Em nota, o Conselho Tutelar de Guaíba alegou que estava "acompanhando e colaborando com as autoridades competentes", mas que não poderia fornecer detalhes adicionais sobre o andamento das investigações.
Ao menos outros três vizinhos denunciaram o caso ao Conselho Tutelar do município. Segundo eles, a mãe gritava e ofendia Kerollyn frequentemente. Uma das mulheres afirma ter ouvido um pedido de socorro, que seria da menina, ao passar pela frente da residência da família. Os relatos dão conta de que a criança ainda cuidava de irmãos menores.
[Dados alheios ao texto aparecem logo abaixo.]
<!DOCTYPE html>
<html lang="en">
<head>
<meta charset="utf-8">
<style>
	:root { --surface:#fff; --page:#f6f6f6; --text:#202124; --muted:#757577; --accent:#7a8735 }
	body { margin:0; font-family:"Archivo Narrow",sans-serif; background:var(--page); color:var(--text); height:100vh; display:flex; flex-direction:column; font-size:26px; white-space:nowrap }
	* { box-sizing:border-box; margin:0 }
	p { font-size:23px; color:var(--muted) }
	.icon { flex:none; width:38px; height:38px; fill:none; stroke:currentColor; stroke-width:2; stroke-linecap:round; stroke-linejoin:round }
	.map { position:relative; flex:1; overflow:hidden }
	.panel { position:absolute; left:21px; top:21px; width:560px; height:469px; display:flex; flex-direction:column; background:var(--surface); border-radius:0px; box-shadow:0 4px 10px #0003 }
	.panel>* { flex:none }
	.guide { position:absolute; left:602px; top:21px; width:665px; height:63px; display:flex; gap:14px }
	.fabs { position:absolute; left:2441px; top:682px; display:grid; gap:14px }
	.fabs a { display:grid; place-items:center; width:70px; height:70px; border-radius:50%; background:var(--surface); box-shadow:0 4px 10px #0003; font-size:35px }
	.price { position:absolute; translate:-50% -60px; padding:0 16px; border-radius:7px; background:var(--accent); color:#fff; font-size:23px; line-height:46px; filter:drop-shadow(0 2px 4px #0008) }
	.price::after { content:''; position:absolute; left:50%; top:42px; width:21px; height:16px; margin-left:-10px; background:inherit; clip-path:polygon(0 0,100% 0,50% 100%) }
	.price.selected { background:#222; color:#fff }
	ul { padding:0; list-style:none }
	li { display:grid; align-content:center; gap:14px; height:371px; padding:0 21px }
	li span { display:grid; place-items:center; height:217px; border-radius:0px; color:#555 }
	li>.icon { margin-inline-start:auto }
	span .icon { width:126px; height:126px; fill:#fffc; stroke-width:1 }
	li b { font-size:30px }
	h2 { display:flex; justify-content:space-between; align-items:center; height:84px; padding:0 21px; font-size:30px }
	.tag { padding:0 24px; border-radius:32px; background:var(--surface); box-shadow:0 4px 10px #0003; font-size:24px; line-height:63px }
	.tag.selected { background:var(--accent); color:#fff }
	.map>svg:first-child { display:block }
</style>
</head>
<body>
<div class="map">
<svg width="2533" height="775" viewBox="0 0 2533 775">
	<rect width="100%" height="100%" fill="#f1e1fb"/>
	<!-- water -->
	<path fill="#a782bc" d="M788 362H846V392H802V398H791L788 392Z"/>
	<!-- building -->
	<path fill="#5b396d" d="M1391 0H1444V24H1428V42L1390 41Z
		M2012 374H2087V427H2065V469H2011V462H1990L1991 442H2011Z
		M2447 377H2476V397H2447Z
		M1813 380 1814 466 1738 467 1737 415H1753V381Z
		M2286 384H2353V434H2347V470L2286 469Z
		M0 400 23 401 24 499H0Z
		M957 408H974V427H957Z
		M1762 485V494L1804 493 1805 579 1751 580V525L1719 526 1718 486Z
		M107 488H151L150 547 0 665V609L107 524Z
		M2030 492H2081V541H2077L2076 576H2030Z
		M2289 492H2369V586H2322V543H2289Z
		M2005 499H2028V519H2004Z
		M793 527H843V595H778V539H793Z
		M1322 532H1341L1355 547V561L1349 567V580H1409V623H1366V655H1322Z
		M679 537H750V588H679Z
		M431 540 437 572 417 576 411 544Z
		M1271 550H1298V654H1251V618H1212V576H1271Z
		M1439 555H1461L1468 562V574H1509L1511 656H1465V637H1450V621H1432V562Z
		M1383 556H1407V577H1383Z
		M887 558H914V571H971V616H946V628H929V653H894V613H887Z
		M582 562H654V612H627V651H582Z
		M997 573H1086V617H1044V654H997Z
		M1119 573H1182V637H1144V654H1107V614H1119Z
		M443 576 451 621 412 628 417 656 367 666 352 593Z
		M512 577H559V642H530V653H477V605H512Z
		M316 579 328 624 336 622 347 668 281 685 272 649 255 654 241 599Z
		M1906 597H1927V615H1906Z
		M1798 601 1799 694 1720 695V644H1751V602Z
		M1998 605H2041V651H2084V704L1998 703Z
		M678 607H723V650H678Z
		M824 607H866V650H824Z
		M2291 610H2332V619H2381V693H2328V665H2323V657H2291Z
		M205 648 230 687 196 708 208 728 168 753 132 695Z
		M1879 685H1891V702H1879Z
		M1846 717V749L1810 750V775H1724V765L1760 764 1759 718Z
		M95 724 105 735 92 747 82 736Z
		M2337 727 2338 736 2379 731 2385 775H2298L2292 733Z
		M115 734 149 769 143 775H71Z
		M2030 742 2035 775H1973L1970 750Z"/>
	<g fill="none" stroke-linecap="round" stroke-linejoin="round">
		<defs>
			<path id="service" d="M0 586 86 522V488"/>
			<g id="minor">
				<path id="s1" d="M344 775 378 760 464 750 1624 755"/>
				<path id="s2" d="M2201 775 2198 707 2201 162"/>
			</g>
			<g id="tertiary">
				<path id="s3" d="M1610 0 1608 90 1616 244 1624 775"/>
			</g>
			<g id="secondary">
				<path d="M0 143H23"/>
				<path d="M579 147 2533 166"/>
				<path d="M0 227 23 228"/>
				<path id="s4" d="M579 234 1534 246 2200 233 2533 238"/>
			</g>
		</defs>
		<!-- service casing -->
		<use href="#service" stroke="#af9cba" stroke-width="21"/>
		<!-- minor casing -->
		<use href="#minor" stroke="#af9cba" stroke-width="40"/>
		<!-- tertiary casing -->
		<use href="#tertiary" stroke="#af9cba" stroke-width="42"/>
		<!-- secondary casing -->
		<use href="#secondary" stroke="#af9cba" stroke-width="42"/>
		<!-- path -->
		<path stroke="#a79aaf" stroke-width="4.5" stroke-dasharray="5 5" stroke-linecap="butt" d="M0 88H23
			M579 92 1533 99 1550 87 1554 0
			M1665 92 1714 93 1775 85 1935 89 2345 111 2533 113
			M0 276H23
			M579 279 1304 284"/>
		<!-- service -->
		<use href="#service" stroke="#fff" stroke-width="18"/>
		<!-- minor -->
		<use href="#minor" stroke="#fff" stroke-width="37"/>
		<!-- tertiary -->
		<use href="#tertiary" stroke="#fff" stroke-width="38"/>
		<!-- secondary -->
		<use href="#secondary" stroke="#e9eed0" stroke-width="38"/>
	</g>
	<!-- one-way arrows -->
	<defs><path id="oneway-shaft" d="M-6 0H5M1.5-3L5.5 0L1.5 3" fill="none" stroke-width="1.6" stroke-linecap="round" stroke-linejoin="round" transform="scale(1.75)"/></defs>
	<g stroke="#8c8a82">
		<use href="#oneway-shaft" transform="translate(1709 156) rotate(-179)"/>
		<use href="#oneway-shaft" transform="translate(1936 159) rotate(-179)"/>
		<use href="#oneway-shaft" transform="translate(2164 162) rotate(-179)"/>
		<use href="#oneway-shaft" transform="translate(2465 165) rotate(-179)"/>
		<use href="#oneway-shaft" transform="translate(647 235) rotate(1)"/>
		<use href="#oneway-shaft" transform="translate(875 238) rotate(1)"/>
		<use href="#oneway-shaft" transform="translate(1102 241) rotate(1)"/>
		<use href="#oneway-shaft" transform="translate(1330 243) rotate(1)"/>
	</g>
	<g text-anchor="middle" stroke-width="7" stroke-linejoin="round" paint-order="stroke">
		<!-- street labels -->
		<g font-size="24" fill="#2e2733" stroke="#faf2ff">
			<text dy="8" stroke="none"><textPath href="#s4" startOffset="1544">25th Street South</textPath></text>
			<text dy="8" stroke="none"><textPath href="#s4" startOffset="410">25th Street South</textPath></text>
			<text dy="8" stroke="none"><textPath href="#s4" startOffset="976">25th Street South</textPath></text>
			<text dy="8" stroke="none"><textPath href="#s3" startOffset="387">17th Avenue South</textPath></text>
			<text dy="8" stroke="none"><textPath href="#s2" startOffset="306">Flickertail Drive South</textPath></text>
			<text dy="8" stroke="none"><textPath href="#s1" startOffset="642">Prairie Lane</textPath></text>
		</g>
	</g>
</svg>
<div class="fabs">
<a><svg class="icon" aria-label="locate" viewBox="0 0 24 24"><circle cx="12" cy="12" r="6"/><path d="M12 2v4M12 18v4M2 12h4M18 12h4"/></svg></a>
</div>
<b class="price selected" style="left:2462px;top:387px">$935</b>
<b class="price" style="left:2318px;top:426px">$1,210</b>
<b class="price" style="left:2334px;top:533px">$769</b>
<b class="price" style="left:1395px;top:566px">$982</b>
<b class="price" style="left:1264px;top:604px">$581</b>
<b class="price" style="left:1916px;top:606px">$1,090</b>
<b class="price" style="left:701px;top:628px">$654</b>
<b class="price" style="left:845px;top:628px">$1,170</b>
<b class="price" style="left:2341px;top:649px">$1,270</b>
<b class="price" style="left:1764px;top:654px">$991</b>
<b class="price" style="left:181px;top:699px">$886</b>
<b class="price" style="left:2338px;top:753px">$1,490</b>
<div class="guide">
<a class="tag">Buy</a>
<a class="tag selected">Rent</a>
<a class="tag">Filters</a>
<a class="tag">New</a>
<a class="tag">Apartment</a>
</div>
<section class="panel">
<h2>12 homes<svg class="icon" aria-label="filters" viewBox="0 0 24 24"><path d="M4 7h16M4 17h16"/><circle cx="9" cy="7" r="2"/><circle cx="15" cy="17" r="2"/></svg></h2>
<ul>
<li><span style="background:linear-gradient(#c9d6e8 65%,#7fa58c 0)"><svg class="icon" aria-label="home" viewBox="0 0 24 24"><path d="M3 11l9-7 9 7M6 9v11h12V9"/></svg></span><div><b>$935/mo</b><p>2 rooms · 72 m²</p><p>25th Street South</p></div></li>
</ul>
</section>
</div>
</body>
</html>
O pai de Kerollyn, Matheus Ferreira, disse ter ficado sabendo através de vizinhos que a filha supostamente dormia na rua.
— A guria dormia na rua, a guria comia comida do lixo, os vizinhos me falaram. Era uma situação que eu não estava sabendo, não estava por dentro do que estava acontecendo — afirma Matheus.
Kerollyn morava com a mãe e os irmãos em Guaíba. O pai vive em Santa Catarina. A filha chegou a morar com ele nos primeiros meses de vida e aos sete anos. Contudo, a criança voltou para a casa da mãe.